**TO DO**
Return the first line of the listing below and all the lines after it through the one containing "0 #c0c7c4) drop-shadow(-2px", exactly, without pictures.

___ SOURCE RECORDS

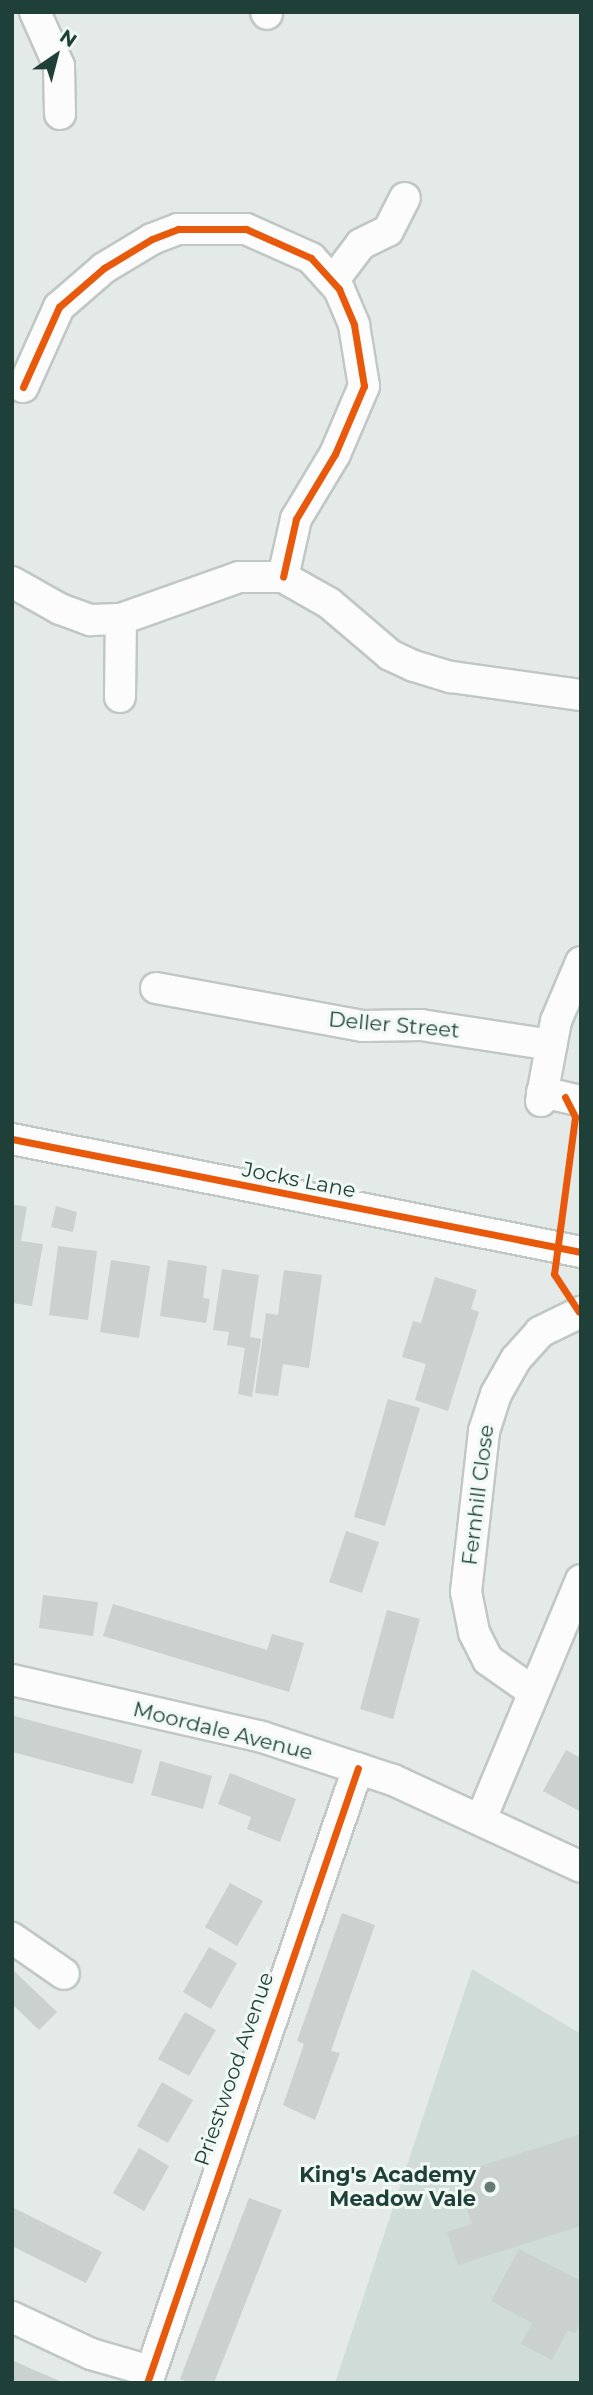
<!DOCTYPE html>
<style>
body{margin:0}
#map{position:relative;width:593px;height:2395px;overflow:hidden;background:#e3eae7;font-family:Montserrat,sans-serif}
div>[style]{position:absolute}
.built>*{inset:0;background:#d0dcd7}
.building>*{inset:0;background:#cad1ce}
.roads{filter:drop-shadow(2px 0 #c0c7c4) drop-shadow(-2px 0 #c0c7c4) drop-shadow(0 2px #c0c7c4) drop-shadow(0 -2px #c0c7c4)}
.minor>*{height:30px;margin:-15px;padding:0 15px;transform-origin:15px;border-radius:15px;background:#fbfcfb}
.cycleway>*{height:7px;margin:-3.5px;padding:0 3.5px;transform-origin:3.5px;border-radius:3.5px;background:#e8590c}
.dots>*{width:19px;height:19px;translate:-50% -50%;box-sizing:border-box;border:4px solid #f1f9f5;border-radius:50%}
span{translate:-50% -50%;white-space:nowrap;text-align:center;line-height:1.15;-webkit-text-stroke:6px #f1f9f5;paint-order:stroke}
.street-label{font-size:21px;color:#1f3f39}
.poi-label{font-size:21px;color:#1f3f39;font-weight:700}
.right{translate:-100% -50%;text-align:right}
.frame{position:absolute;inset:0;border:14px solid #1f3f39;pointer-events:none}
.north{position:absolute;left:21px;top:21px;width:70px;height:70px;-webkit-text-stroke:5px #f1f9f5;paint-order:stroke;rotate:35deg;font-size:19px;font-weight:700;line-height:28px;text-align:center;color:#1f3f39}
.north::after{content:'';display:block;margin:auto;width:24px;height:32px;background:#1f3f39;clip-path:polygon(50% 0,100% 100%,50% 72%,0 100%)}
</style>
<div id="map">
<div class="built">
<i style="clip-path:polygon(472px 1969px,581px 2034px,581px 2383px,335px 2383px)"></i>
</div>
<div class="building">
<i style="clip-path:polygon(12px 1204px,27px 1207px,21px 1241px,43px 1244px,32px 1306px,12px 1303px)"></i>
<i style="clip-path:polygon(56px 1206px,77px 1212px,73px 1232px,51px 1227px)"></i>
<i style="clip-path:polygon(58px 1246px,97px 1251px,88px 1320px,49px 1315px)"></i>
<i style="clip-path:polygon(111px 1260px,150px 1266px,139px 1338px,100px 1332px)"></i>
<i style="clip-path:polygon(168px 1260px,207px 1266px,203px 1298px,210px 1299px,206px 1323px,160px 1316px)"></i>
<i style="clip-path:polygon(222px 1269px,259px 1275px,250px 1337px,261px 1339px,252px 1397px,238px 1394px,245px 1348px,227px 1345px,229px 1332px,213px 1330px)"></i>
<i style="clip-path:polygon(284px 1270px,322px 1275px,309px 1368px,283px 1364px,278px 1396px,255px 1393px,266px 1313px,278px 1315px)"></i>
<i style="clip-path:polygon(435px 1277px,477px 1290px,471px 1309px,479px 1312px,448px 1411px,415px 1400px,426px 1364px,402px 1357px,413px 1321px,421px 1323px)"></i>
<i style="clip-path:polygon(388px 1399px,420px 1408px,385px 1526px,354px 1517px)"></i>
<i style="clip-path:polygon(346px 1531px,379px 1542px,362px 1593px,329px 1582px)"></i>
<i style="clip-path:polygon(43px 1595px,98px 1602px,93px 1636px,39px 1628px)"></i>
<i style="clip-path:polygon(113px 1604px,267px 1650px,272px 1634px,304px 1643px,289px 1692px,103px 1636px)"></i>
<i style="clip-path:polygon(387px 1610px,420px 1619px,393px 1719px,360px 1709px)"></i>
<i style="clip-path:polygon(14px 1716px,142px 1750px,133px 1784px,12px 1752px)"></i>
<i style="clip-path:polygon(566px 1750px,581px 1758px,581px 1812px,543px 1791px)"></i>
<i style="clip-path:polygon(160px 1761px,212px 1776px,203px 1809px,151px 1795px)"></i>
<i style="clip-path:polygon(230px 1773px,296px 1799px,280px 1842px,247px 1829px,251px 1817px,218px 1804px)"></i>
<i style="clip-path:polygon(230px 1883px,263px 1901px,237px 1946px,205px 1927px)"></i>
<i style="clip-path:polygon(342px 1913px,375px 1925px,331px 2051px,340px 2053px,315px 2120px,283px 2105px,304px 2044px,297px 2041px)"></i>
<i style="clip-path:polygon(209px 1947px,237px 1963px,211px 2009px,183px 1992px)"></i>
<i style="clip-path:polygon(12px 1969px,57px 2012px,39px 2030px,12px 2004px)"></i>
<i style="clip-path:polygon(185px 2012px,216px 2030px,189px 2076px,158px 2059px)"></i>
<i style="clip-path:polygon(162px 2082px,193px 2100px,168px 2143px,137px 2126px)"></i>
<i style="clip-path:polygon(581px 2134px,581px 2226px,458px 2265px,447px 2232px,472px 2224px,456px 2174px)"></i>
<i style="clip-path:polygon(139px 2148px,169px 2166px,144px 2211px,113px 2193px)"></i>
<i style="clip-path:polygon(249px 2198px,282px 2210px,214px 2383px,190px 2383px,180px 2379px)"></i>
<i style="clip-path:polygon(12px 2207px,102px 2252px,86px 2283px,12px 2246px)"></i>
<i style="clip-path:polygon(519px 2249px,581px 2281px,581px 2322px,575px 2333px,568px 2330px,552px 2360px,521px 2344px,532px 2323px,491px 2301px)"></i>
<i style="clip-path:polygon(12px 2360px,34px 2370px,65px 2383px,12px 2383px)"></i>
</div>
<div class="roads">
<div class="minor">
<i style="left:35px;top:12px;width:59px;rotate:66deg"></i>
<i style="left:59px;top:66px;width:48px;rotate:88.8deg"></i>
<i style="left:266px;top:12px;width:2px;rotate:63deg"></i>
<i style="left:333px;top:281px;width:46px;rotate:-52.9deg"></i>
<i style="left:361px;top:244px;width:30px;rotate:-26deg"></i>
<i style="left:388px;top:231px;width:37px;rotate:-63deg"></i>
<i style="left:23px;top:387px;width:88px;rotate:-65.8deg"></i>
<i style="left:59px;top:307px;width:60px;rotate:-40.9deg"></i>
<i style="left:104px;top:268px;width:56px;rotate:-31.1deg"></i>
<i style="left:152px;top:239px;width:28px;rotate:-21deg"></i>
<i style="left:178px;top:229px;width:68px"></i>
<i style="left:246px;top:229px;width:71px;rotate:24deg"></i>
<i style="left:311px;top:258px;width:42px;rotate:47.9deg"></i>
<i style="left:339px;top:289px;width:39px;rotate:67deg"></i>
<i style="left:354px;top:325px;width:62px;rotate:80.7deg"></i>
<i style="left:364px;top:386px;width:74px;rotate:113.1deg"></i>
<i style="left:335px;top:454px;width:76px;rotate:121deg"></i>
<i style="left:296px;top:519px;width:59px;rotate:102.6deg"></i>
<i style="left:12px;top:582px;width:55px;rotate:29.4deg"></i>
<i style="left:60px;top:609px;width:33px;rotate:20deg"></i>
<i style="left:91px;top:620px;width:30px;rotate:-2deg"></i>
<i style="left:121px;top:619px;width:125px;rotate:-19.6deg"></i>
<i style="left:239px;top:577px;width:44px"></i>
<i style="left:283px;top:577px;width:53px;rotate:29.5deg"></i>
<i style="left:329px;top:603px;width:80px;rotate:40.4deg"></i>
<i style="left:390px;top:655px;width:26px;rotate:25deg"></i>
<i style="left:414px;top:666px;width:39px;rotate:17deg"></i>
<i style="left:451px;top:677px;width:131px;rotate:7.9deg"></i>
<i style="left:120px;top:697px;width:78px;rotate:-89.3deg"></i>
<i style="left:156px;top:988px;width:210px;rotate:10.4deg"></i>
<i style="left:363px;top:1026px;width:58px;rotate:-1deg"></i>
<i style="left:421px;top:1025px;width:132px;rotate:8.7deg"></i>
<i style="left:542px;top:1092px;width:40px;rotate:13deg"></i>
<i style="left:541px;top:1101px;width:81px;rotate:-79.4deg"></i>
<i style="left:556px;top:1021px;width:64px;rotate:-67deg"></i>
<i style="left:12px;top:1139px;width:580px;rotate:11.23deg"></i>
<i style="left:12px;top:1680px;width:256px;rotate:12.8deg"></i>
<i style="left:262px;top:1737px;width:138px;rotate:18.2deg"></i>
<i style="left:393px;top:1780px;width:207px;rotate:24.8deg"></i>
<i style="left:532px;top:1691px;width:54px;rotate:-144.8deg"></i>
<i style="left:488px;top:1660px;width:31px;rotate:-117deg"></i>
<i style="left:474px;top:1632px;width:41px;rotate:-101.3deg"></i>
<i style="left:466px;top:1592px;width:162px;rotate:-83.6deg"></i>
<i style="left:484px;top:1431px;width:39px;rotate:-72deg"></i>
<i style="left:496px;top:1394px;width:40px;rotate:-60.3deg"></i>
<i style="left:516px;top:1359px;width:36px;rotate:-48deg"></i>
<i style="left:540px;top:1332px;width:46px;rotate:-26deg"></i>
<i style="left:481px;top:1819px;width:259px;rotate:-67.3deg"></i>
<i style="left:12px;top:1938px;width:63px;rotate:34.7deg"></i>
<i style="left:12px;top:2317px;width:87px;rotate:25.1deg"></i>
<i style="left:91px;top:2354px;width:61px;rotate:16.1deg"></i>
<i style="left:147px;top:2383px;width:650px;rotate:-71.06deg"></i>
</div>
</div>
<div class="cycleway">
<i style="left:23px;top:387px;width:88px;rotate:-65.8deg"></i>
<i style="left:59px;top:307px;width:60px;rotate:-40.9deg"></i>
<i style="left:104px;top:268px;width:56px;rotate:-31.1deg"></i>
<i style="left:152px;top:239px;width:28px;rotate:-21deg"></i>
<i style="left:178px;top:229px;width:68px"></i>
<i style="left:246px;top:229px;width:71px;rotate:24deg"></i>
<i style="left:311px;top:258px;width:42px;rotate:47.9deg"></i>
<i style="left:339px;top:289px;width:39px;rotate:67deg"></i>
<i style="left:354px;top:325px;width:62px;rotate:80.7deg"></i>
<i style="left:364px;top:386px;width:74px;rotate:113.1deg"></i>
<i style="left:335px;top:454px;width:76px;rotate:121deg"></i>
<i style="left:296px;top:519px;width:59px;rotate:102.6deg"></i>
<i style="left:565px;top:1097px;width:22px;rotate:63deg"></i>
<i style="left:575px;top:1117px;width:158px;rotate:97.6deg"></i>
<i style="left:554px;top:1274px;width:45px;rotate:56.7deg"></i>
<i style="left:12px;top:1139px;width:580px;rotate:11.23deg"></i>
<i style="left:147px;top:2383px;width:650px;rotate:-71.06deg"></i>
</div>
<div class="dots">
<i style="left:490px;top:2187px;background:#647b76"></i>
</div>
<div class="street-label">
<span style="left:394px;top:1025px;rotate:5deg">Deller Street</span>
<span style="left:299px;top:1180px;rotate:11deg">Jocks Lane</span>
<span style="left:478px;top:1495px;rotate:-83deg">Fernhill Close</span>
<span style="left:223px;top:1731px;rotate:14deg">Moordale Avenue</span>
<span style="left:234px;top:2069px;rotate:-71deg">Priestwood Avenue</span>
</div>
<div class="poi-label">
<span class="right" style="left:476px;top:2187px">King's Academy<br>Meadow Vale</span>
</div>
<div class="frame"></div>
<div class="north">N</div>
</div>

______

**EXERCISE ANSWER**
<!DOCTYPE html>
<style>
body{margin:0}
#map{position:relative;width:593px;height:2395px;overflow:hidden;background:#e3eae7;font-family:Montserrat,sans-serif}
div>[style]{position:absolute}
.built>*{inset:0;background:#d0dcd7}
.building>*{inset:0;background:#cad1ce}
.roads{filter:drop-shadow(2px 0 #c0c7c4) drop-shadow(-2px 0 #c0c7c4) drop-shadow(0 2px #c0c7c4) drop-shadow(0 -2px #c0c7c4)}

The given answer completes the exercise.